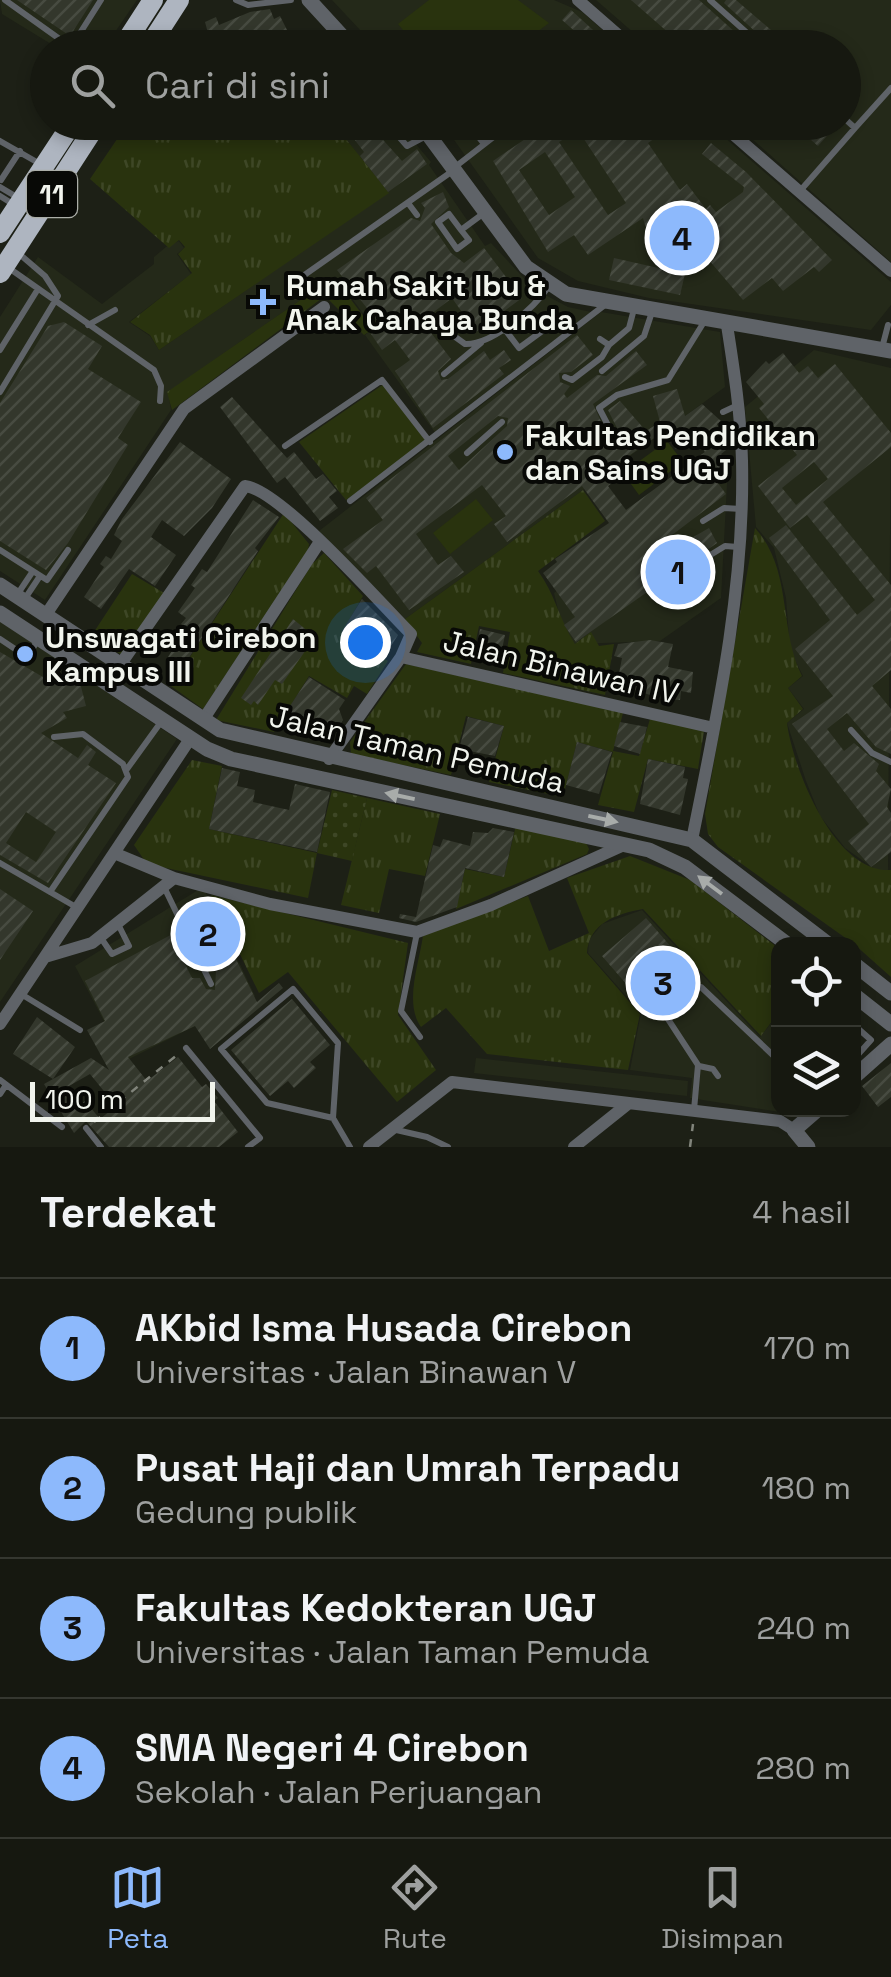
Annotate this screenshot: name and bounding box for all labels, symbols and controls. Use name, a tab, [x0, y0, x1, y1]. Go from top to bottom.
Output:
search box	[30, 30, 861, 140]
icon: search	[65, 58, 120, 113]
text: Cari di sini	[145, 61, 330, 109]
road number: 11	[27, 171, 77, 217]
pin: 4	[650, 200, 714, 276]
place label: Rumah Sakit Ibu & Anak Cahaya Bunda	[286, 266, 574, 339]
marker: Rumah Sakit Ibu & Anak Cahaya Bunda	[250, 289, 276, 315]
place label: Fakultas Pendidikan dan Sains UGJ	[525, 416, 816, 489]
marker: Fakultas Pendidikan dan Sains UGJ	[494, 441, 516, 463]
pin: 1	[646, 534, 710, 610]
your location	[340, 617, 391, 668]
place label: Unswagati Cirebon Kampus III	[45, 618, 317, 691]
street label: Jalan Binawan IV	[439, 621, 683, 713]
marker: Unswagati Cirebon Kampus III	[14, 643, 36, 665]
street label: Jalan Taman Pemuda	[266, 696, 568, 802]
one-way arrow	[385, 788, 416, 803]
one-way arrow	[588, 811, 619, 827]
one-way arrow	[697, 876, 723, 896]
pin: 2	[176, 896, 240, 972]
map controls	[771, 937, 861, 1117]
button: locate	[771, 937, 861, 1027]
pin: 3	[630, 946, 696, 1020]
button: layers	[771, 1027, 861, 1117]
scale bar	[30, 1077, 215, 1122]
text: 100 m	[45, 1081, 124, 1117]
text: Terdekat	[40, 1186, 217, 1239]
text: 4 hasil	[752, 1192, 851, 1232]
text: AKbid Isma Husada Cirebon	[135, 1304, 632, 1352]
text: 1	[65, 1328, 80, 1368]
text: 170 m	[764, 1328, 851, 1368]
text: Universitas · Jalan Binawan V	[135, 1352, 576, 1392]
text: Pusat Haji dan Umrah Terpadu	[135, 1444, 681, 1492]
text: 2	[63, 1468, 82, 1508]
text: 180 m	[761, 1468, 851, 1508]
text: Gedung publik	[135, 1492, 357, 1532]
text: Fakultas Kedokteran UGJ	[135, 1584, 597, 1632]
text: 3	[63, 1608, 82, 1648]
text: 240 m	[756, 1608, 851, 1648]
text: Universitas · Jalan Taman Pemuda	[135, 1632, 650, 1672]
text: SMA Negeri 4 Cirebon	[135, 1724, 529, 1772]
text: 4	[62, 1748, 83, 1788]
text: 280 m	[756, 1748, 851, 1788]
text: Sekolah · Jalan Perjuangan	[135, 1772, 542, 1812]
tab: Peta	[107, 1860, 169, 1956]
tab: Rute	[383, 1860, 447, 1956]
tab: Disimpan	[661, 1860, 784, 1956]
^^^^
» EXERCISE DIRECTIONS
Write out every entry above exactly as it stands, minus the pictures.

» RESPONSE TO THIS EXERCISE
Annotate this screenshot: name and bounding box for all labels, symbols and controls. Use name, a tab, [x0, y0, x1, y1]. Go from top to bottom.
Output:
search box	[30, 30, 861, 140]
icon: search	[65, 58, 120, 113]
text: Cari di sini	[145, 61, 330, 109]
road number: 11	[27, 171, 77, 217]
pin: 4	[650, 200, 714, 276]
place label: Rumah Sakit Ibu & Anak Cahaya Bunda	[286, 266, 574, 339]
marker: Rumah Sakit Ibu & Anak Cahaya Bunda	[250, 289, 276, 315]
place label: Fakultas Pendidikan dan Sains UGJ	[525, 416, 816, 489]
marker: Fakultas Pendidikan dan Sains UGJ	[494, 441, 516, 463]
pin: 1	[646, 534, 710, 610]
your location	[340, 617, 391, 668]
place label: Unswagati Cirebon Kampus III	[45, 618, 317, 691]
street label: Jalan Binawan IV	[439, 621, 683, 713]
marker: Unswagati Cirebon Kampus III	[14, 643, 36, 665]
street label: Jalan Taman Pemuda	[266, 696, 568, 802]
one-way arrow	[385, 788, 416, 803]
one-way arrow	[588, 811, 619, 827]
one-way arrow	[697, 876, 723, 896]
pin: 2	[176, 896, 240, 972]
map controls	[771, 937, 861, 1117]
button: locate	[771, 937, 861, 1027]
pin: 3	[630, 946, 696, 1020]
button: layers	[771, 1027, 861, 1117]
scale bar	[30, 1077, 215, 1122]
text: 100 m	[45, 1081, 124, 1117]
text: Terdekat	[40, 1186, 217, 1239]
text: 4 hasil	[752, 1192, 851, 1232]
text: AKbid Isma Husada Cirebon	[135, 1304, 632, 1352]
text: 1	[65, 1328, 80, 1368]
text: 170 m	[764, 1328, 851, 1368]
text: Universitas · Jalan Binawan V	[135, 1352, 576, 1392]
text: Pusat Haji dan Umrah Terpadu	[135, 1444, 681, 1492]
text: 2	[63, 1468, 82, 1508]
text: 180 m	[761, 1468, 851, 1508]
text: Gedung publik	[135, 1492, 357, 1532]
text: Fakultas Kedokteran UGJ	[135, 1584, 597, 1632]
text: 3	[63, 1608, 82, 1648]
text: 240 m	[756, 1608, 851, 1648]
text: Universitas · Jalan Taman Pemuda	[135, 1632, 650, 1672]
text: SMA Negeri 4 Cirebon	[135, 1724, 529, 1772]
text: 4	[62, 1748, 83, 1788]
text: 280 m	[756, 1748, 851, 1788]
text: Sekolah · Jalan Perjuangan	[135, 1772, 542, 1812]
tab: Peta	[107, 1860, 169, 1956]
tab: Rute	[383, 1860, 447, 1956]
tab: Disimpan	[661, 1860, 784, 1956]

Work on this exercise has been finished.